The lines wanted are those in the data below that include "names".

- INFORMATION PROVIDED -
================================

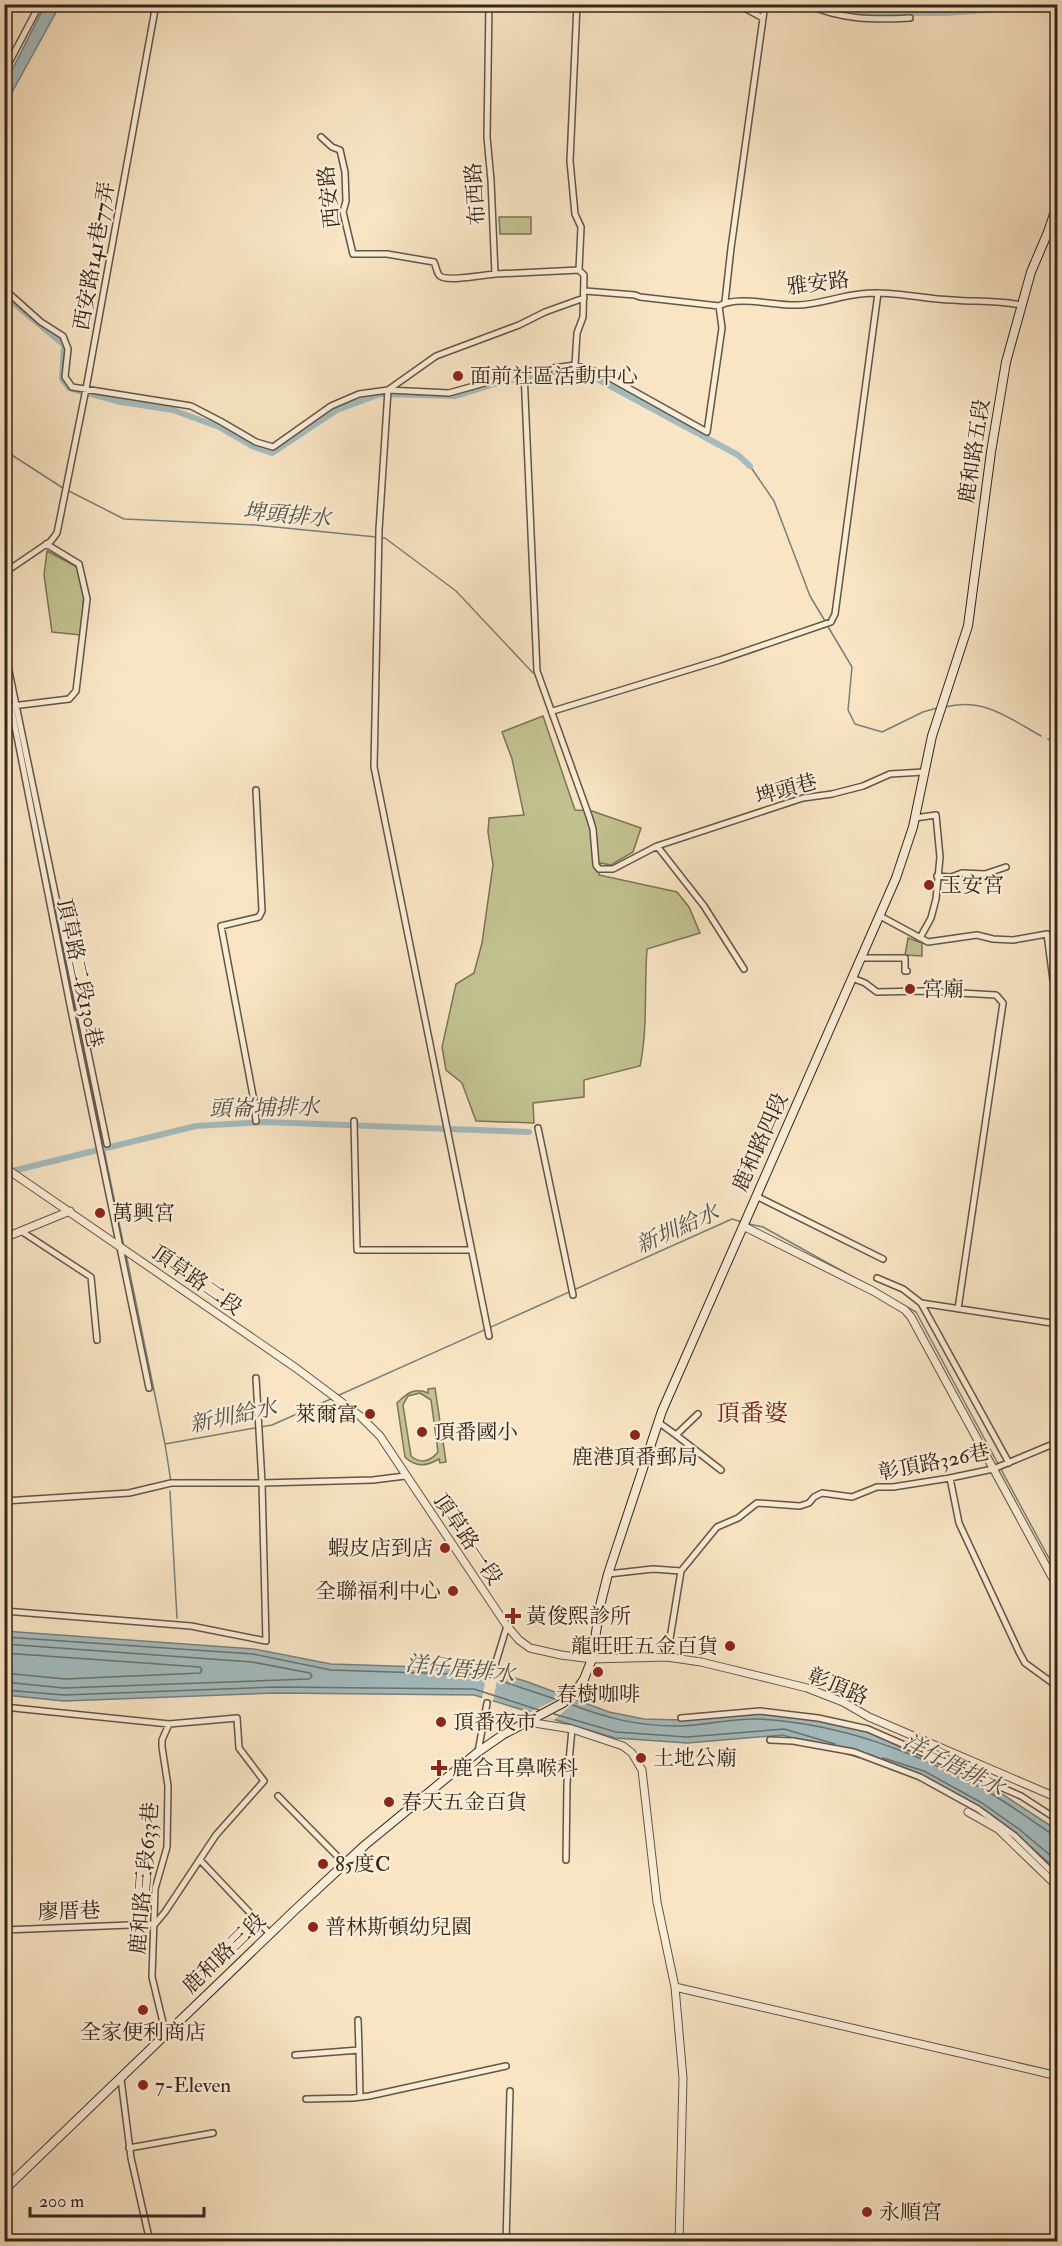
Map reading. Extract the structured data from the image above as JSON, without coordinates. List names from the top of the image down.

================================

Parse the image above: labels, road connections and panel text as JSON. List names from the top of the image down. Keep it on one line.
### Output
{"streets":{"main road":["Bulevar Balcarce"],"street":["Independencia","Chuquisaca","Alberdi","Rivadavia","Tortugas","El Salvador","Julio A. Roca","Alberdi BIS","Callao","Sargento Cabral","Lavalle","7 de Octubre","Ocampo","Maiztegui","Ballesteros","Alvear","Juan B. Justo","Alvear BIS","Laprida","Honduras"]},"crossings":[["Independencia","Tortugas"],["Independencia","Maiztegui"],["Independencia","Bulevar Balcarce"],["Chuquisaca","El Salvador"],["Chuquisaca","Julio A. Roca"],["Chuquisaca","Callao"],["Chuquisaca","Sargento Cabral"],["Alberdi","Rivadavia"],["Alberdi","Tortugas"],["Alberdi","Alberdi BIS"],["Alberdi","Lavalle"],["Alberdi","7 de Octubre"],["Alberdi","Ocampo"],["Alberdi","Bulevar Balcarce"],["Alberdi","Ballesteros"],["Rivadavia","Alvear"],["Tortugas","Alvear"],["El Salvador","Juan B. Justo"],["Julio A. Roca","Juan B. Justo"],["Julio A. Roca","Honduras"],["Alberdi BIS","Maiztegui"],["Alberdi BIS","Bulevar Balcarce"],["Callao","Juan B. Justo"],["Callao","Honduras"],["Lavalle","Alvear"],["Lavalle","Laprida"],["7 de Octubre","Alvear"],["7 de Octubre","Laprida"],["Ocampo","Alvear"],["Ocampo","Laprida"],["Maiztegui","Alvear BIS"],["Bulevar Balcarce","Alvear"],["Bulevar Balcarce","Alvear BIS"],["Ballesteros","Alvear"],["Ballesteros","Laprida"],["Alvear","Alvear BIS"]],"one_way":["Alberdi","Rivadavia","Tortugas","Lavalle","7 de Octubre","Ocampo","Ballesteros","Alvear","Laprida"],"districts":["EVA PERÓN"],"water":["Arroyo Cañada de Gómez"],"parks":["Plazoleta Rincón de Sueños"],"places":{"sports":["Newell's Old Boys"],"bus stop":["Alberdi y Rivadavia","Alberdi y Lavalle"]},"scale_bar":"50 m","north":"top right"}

================================

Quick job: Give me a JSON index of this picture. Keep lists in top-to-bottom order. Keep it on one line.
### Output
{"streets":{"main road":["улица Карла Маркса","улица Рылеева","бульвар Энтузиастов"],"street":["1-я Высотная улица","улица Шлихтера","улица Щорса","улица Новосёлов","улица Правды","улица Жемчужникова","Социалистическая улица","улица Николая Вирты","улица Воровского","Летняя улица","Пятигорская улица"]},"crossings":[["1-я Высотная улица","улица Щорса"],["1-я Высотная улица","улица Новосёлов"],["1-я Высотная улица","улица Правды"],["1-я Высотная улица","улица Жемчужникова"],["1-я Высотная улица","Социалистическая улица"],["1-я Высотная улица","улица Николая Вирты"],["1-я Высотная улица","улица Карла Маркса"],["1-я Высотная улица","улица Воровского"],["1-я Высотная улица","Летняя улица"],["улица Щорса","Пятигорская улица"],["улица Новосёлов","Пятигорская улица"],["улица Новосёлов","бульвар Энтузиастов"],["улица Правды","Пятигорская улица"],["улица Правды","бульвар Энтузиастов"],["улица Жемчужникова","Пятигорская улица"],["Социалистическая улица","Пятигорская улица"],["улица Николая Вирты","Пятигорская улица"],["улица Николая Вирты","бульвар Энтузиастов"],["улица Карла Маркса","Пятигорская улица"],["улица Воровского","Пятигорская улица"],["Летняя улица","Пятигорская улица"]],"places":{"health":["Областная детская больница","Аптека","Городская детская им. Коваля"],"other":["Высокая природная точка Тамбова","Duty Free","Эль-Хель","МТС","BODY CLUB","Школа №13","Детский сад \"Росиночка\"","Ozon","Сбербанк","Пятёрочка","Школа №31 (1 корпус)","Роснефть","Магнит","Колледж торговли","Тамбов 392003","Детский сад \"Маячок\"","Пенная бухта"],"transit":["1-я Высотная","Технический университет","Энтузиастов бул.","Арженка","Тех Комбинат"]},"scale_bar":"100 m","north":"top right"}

================================

- TASK OUTPUT -
Map reading. Extract the structured data from the image above as JSON, without coordinates. List names from the top of the image down.
Parse the image above: labels, road connections and panel text as JSON. List names from the top of the image down. Keep it on one line.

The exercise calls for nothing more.